« Nos données personnelles valent de l'or ! », le nouveau numéro du magazine Cash Investigation, sera diffusé ce jeudi 20 mai sur France 2 (mais déja disponible). L’enquête s’attaque à la collecte et à l'utilisation des données de santé par le groupe américain Iqvia, leader mondial dans ce domaine.
En 2018, cette société a été autorisée par la CNIL (Commission nationale de l'informatique et des libertés) à passer un partenariat avec les officines françaises pour récolter les données de délivrance et de vente de parapharmacie notamment. Un océan de data, stockées dans les entrepôts de la société.
Présent dans plus de 10 000 pharmacies françaises, Iqvia assure que les données saisies par le pharmacien sont « anonymisées » à deux reprises : une première fois dès la collecte chez le pharmacien, puis une seconde fois, via un tiers de confiance agréé. Iqvia indique n'avoir « accès qu'à deux informations personnelles du patient : le genre et l'âge ». « En 60 ans, aucun incident n’a jamais été déploré », plaide le groupe américain.
Pas de données nominatives, affirme Iqvia
À quelles fins sont utilisées ces données ? Il peut s'agir de consolider des études épidémiologiques, d'analyser le parcours du patient ou l’usage des médicaments en ville mais aussi de conduire des études de marché. Iqvia peut ainsi fournir des données de consommation médicamenteuse à des laboratoires ou à des instituts de recherche. Mais, affirme la société le 19 mai, Iqvia « ne cherche pas à obtenir de la donnée nominative sur les patients, qui ne présente pas d’intérêt pour nos activités » car « seul le comportement général de groupes de patients est pertinent, et en aucun cas les comportements individuels. »
Le code de la santé publique prévoit que les données de santé ne peuvent être utilisées que pour « des projets d’intérêt public ». Sans pour autant se concentrer uniquement sur des activités de recherche publique… « Le législateur n’a pas entendu créer de distinction entre les acteurs publics et les acteurs privés. Ils peuvent, les uns comme les autres, mettre en œuvre des entrepôts ou des projets de recherche présentant un caractère d’intérêt public.

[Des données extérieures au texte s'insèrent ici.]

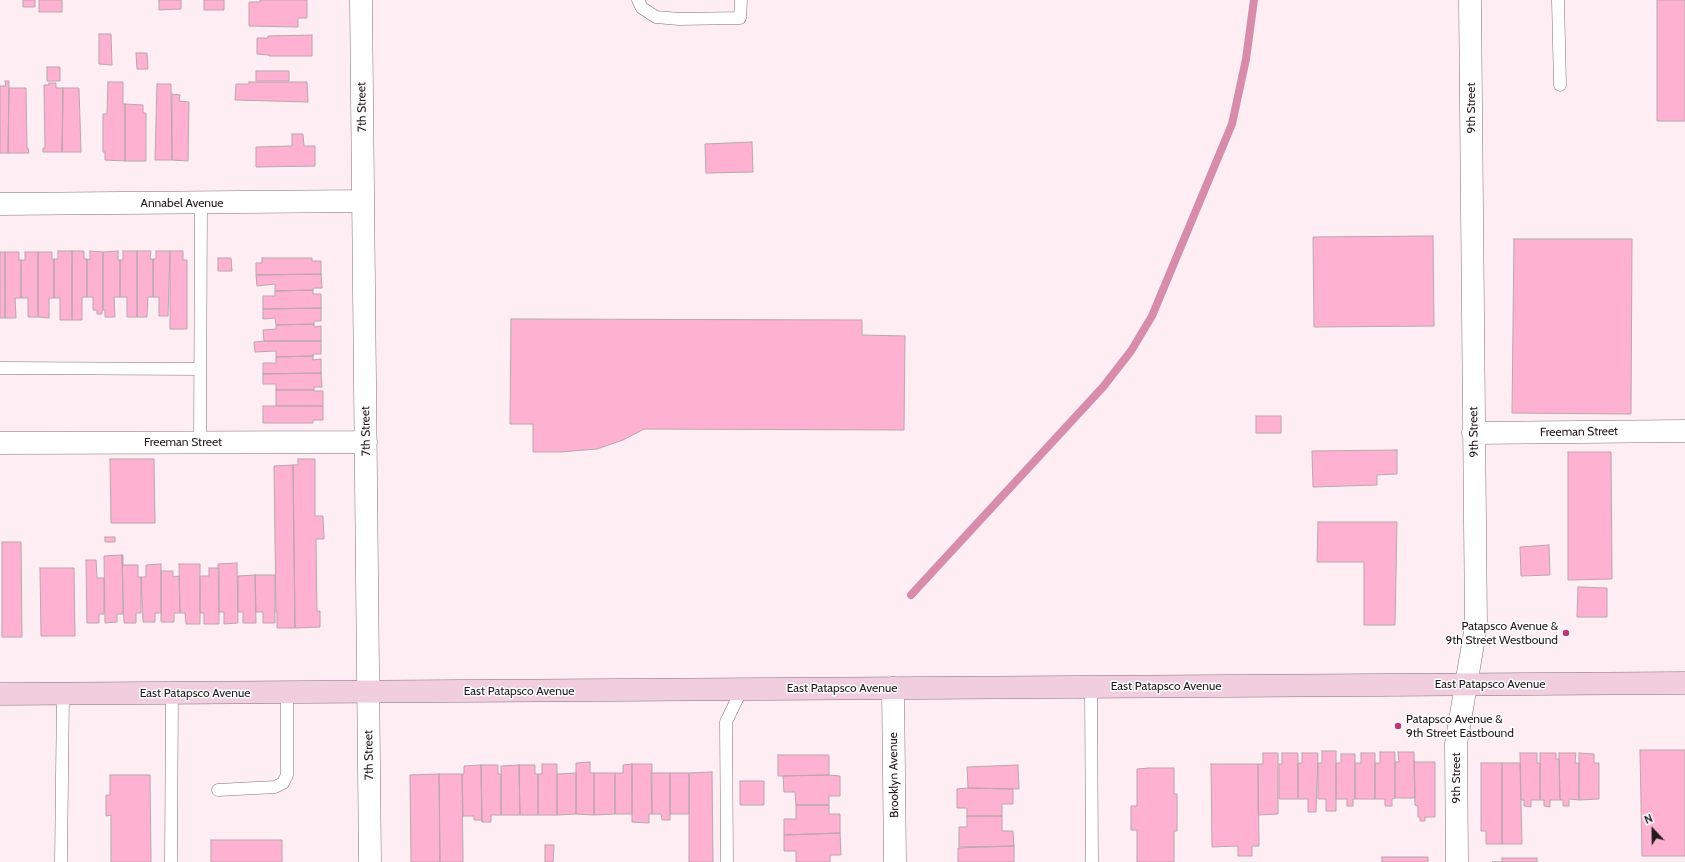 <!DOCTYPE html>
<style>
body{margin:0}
#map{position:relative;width:1685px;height:862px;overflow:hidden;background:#feedf3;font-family:Cabin,sans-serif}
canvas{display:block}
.north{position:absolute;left:1633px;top:810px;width:40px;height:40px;-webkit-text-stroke:3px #fff;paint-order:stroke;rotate:338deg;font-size:11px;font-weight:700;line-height:16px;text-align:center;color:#21191c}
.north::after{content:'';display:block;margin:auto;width:14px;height:18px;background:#21191c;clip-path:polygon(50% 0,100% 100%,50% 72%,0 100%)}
</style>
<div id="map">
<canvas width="1685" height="862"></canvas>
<div class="north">N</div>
</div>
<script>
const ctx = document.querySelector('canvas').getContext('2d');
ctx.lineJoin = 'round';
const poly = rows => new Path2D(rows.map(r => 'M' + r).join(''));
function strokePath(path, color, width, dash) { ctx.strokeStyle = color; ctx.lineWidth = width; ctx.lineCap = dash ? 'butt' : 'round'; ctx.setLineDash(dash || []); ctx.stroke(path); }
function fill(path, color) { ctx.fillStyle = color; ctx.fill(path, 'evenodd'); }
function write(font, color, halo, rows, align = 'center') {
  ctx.font = font + ' Cabin,sans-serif'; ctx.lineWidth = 3; ctx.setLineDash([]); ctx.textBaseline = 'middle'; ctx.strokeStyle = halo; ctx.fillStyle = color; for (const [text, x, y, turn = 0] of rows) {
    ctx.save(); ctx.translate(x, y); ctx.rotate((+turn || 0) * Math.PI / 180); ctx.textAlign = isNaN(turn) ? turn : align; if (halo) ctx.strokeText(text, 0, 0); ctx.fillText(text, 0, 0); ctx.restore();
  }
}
const stream = poly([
 [911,595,1103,387,1131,351,1152,316,1232,124,1246,59,1254,0]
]);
const building = poly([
 [23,0,35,0,35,7,23,7,23,0],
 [39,0,62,0,62,12,39,12,39,0],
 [159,0,181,0,181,9,159,10,159,0],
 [204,0,224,0,224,10,204,10,204,0],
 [260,0,307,0,307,18,298,18,298,27,249,26,249,2,260,2,260,0],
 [1657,0,1685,0,1685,121,1657,121,1657,0],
 [99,34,111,34,112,65,99,64,99,34],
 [312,35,312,56,269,56,269,55,257,54,257,38,268,38,268,36,312,35],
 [136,53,147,53,148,69,137,69,136,53],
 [47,67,60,67,60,81,47,81,47,67],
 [256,71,289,71,289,81,256,81,256,71],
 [5,81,9,81,8,153,0,153,0,86,6,86,5,81],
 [108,82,123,82,123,104,125,104,125,161,105,160,105,152,103,152,103,114,107,114,108,82],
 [249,82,307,82,308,102,235,100,236,84,249,84,249,82],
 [49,83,56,83,56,88,63,88,62,152,43,152,43,148,45,148,44,85,49,85,49,83],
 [157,84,171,84,172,160,155,160,157,84],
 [9,88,26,88,27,148,28,148,29,153,8,153,9,88],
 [63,88,79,88,81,152,62,152,63,88],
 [172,94,180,95,179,101,189,102,188,161,172,160,172,94],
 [125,104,143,105,143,113,146,113,146,161,125,161,125,104],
 [292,134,303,134,304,146,315,146,315,166,256,167,256,147,292,146,292,134],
 [752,142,753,172,706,173,705,144,752,142],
 [1433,236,1434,326,1314,327,1313,237,1433,236],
 [1514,239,1632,239,1631,414,1512,413,1514,239],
 [58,251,72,251,72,320,60,320,60,298,54,298,54,259,58,259,58,251],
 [72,251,84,251,84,259,87,259,87,297,82,297,82,320,72,320,72,251],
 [90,251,103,252,103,310,102,310,102,314,97,314,97,310,93,310,93,297,87,297,87,259,90,260,90,251],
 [118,251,118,260,120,260,120,297,114,297,115,317,105,317,105,310,103,310,103,252,118,251],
 [123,251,137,251,137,317,127,317,127,297,120,297,120,260,123,260,123,251],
 [137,251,151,251,150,259,153,259,153,297,148,297,147,317,137,317,137,251],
 [156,251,170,251,168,316,159,316,159,297,153,297,153,259,156,259,156,251],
 [170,251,183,251,183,260,187,260,187,329,170,329,170,251],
 [0,252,5,252,5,318,0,318,0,252],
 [5,252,19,252,19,260,21,260,21,298,15,298,16,318,5,318,5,252],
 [25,252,38,252,38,317,28,317,28,298,21,298,21,260,25,260,25,252],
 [38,252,52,252,52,260,54,259,54,298,49,298,49,318,38,317,38,252],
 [218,258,231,258,232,271,218,271,218,258],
 [262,258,312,258,312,261,321,261,321,274,256,275,256,263,262,263,262,258],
 [321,274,322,288,313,288,313,290,275,291,275,284,257,286,256,275,321,274],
 [313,290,313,294,321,294,321,308,263,309,263,296,275,296,275,291,313,290],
 [321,308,321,321,314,321,314,324,276,325,275,318,263,319,263,309,321,308],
 [511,319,862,320,862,335,905,336,904,430,644,429,623,440,597,449,560,452,533,452,533,424,510,424,511,319],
 [314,324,314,327,321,326,321,341,264,341,263,330,276,329,276,325,314,324],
 [264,341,321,341,321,354,313,354,313,356,276,357,276,351,255,352,254,342,264,341],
 [313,356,313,360,321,359,321,373,263,374,263,363,276,363,276,357,313,356],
 [321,373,322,387,314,387,314,390,276,390,276,384,263,384,263,374,321,373],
 [276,390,314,390,314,391,323,391,323,406,276,406,276,390],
 [263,406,323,406,323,420,313,420,313,423,263,423,263,406],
 [1256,416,1281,416,1281,433,1256,433,1256,416],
 [1397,450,1397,474,1377,475,1377,485,1313,487,1312,451,1397,450],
 [1568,452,1611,452,1612,579,1568,580,1568,452],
 [110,459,154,459,155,523,111,523,110,459],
 [298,459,315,459,315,516,323,516,324,539,316,539,317,611,320,611,320,627,295,628,293,465,298,465,298,459],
 [293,465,295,628,277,628,277,612,276,612,274,466,293,465],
 [1318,522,1397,522,1395,625,1364,625,1364,562,1317,562,1318,522],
 [105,537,115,537,115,542,105,542,105,537],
 [2,542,21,542,22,637,2,637,2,542],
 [1549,545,1550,575,1521,576,1520,547,1549,545],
 [122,555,123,614,117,614,117,622,105,623,104,556,122,555],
 [122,555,123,555,123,565,138,565,138,577,141,577,141,613,136,613,136,623,124,623,122,555],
 [86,560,96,560,97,578,104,578,104,614,99,614,99,623,87,623,86,560],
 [237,563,238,623,224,624,224,612,219,612,218,564,237,563],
 [161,564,161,613,155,613,155,622,143,622,141,577,146,577,146,565,161,564],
 [179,564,200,564,200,624,186,624,185,613,180,613,179,564],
 [40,568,74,568,75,636,41,636,40,568],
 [209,568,219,568,219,624,204,624,204,613,200,613,200,576,209,576,209,568],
 [161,571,173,571,173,577,179,576,180,613,174,613,174,622,161,622,161,571],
 [255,575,256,623,243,623,243,612,238,612,238,576,255,575],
 [255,575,275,575,275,623,263,623,263,612,256,612,255,575],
 [1578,587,1607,588,1607,617,1577,617,1578,587],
 [1640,750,1685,750,1685,856,1642,856,1640,750],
 [1322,751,1336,751,1336,811,1326,811,1326,799,1318,799,1318,763,1322,763,1322,751],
 [1380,752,1395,752,1395,798,1392,799,1392,806,1385,806,1385,799,1375,799,1375,763,1380,763,1380,752],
 [1398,752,1414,752,1415,798,1395,798,1395,762,1399,762,1398,752],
 [1263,753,1278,753,1278,814,1258,815,1258,764,1263,764,1263,753],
 [1282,753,1298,753,1298,799,1279,799,1279,764,1282,764,1282,753],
 [1302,753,1318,753,1316,812,1308,812,1308,799,1298,799,1298,763,1302,763,1302,753],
 [1361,753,1375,753,1375,799,1355,799,1355,763,1361,763,1361,753],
 [1520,753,1537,753,1537,763,1540,763,1540,800,1531,800,1531,807,1524,806,1524,800,1521,800,1520,753],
 [1540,753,1556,753,1556,759,1559,759,1560,800,1550,800,1550,807,1544,806,1544,800,1540,800,1540,753],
 [1559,753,1576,753,1575,763,1579,763,1579,800,1569,799,1569,806,1563,806,1563,800,1560,800,1559,753],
 [1579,753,1594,754,1594,763,1599,763,1599,799,1579,800,1579,753],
 [1341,754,1355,754,1355,799,1353,799,1353,806,1347,806,1347,799,1336,799,1336,763,1341,763,1341,754],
 [778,755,829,755,829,775,778,776,778,755],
 [590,762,590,773,594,773,594,815,576,814,576,763,590,762],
 [1414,762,1435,762,1435,817,1425,817,1425,821,1420,821,1420,817,1418,817,1418,806,1415,805,1414,762],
 [1481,763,1502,763,1502,844,1486,844,1486,831,1481,831,1481,763],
 [1502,763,1520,763,1522,844,1502,844,1502,763],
 [542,764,557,764,557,815,538,815,538,774,542,774,542,764],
 [632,764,652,764,652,814,649,814,649,823,632,822,632,764],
 [632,764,632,814,615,814,615,773,623,773,623,765,632,764],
 [1211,764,1258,764,1259,846,1252,846,1252,856,1238,856,1238,846,1212,847,1211,764],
 [481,765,482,822,482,820,474,820,474,816,463,816,462,774,464,774,464,766,481,765],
 [481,765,498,765,498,774,501,774,501,815,491,815,491,822,482,822,481,765],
 [519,765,520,815,501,815,501,766,519,765],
 [519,765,535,765,535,774,538,774,538,815,520,815,519,765],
 [1018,765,1019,789,968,788,967,767,1018,765],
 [1149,768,1174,768,1174,794,1177,794,1177,831,1174,831,1174,862,1137,862,1137,830,1131,830,1131,806,1137,806,1137,769,1149,768],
 [712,772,713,862,689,862,689,773,712,772],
 [576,773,576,814,557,815,557,774,576,773],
 [594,773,615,773,615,814,594,815,594,773],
 [651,773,670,773,670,820,662,820,661,814,652,814,651,773],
 [670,773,689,773,689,814,670,814,670,773],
 [439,774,462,774,463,862,440,862,439,774],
 [439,774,440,862,411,862,410,775,439,774],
 [110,775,150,775,151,862,111,862,111,815,106,816,106,795,110,795,110,775],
 [829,775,840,776,840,796,829,796,829,805,796,805,795,792,784,792,783,776,829,775],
 [740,781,764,781,764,805,740,805,740,781],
 [968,788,1013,789,1013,804,1002,804,1002,816,967,816,967,808,957,808,957,789,968,788],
 [796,805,829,805,829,814,840,814,840,833,784,835,784,819,796,819,796,805],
 [967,816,1002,816,1002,831,1013,831,1014,846,959,847,959,827,967,827,967,816],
 [840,833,841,855,830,855,830,862,796,862,796,851,784,851,784,835,840,833],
 [211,840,282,840,282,862,211,862,211,840],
 [545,845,554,845,553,862,545,862,545,845],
 [1014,846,1014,862,958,862,958,848,1014,846],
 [1382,857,1428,857,1428,862,1382,862,1382,857],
 [1502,858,1537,858,1537,862,1492,862,1502,862,1502,858]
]);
const service = poly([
 [638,0,642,8,656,17,679,19,740,18,741,0],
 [1558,0,1560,85],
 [0,368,200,369],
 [200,442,201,202],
 [1091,687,1092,862],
 [218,790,275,787,283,783,287,775,287,692],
 [61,862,63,693],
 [171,862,172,693],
 [727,862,726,722,742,689]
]);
const minor = poly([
 [361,0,370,862],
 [0,204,363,201],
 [1473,433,1685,431],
 [0,443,366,442],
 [893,688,895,862],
 [1457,862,1456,744,1476,626,1470,0]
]);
const secondary = poly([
 [0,694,1685,683]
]);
const markers = [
 [1566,633,4,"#bb377c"],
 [1398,726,4,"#bb377c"]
];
const streetNames = [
 ["7th Street",362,107,-91],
 ["9th Street",1471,108,-90],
 ["Annabel Avenue",182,203],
 ["7th Street",366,431,-91],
 ["9th Street",1474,432,-91],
 ["Freeman Street",1579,432,-1],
 ["Freeman Street",183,442],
 ["East Patapsco Avenue",1490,684],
 ["East Patapsco Avenue",1166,686],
 ["East Patapsco Avenue",842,688],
 ["East Patapsco Avenue",519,691],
 ["East Patapsco Avenue",195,693],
 ["7th Street",369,755,-91],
 ["Brooklyn Avenue",894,775,-91],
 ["9th Street",1456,778,-90]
];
const poiNames = [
 ["Patapsco Avenue &",1558,626],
 ["9th Street Westbound",1558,640],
 ["Patapsco Avenue &",1406,719,"left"],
 ["9th Street Eastbound",1406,733,"left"]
];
strokePath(stream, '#d78cac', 8);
fill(building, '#ffb1d2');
strokePath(building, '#baa6ae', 1);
strokePath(service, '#857279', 13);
strokePath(minor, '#857279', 23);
strokePath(secondary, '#857279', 23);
strokePath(service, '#fff', 12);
strokePath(minor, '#fff', 22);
strokePath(secondary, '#f0cede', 22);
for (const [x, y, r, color] of markers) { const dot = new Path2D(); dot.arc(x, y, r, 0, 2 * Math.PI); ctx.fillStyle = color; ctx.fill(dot); strokePath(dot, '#fff', 1.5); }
write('12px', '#21191c', '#fff', streetNames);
write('12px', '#21191c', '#fff', poiNames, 'right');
</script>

Il en va par exemple ainsi pour les recherches visant à permettre le développement de nouveaux médicaments (essais cliniques), une évaluation médico-économique des consommations ou une analyse des parcours de soins », précise la CNIL à l’occasion de la diffusion du magazine.
Mais le gendarme des données personnelles rappelle que ces données ne peuvent « en aucun cas être utilisées pour promouvoir commercialement des produits de santé, notamment en direction des professionnels de santé ».
Les pharmaciens épinglés
Quel intérêt pour une officine de partager les données de ses clients à Iqvia ? En contrepartie, la société fournit au pharmacien une étude de marché ciblée, regroupant les statistiques de vente de son rayon parapharmacie, des médicaments avec ou sans prescription médicale obligatoire, son panier moyen lors du passage en caisse, son taux de générique substitué, le nombre de vaccinations ou tests antigéniques…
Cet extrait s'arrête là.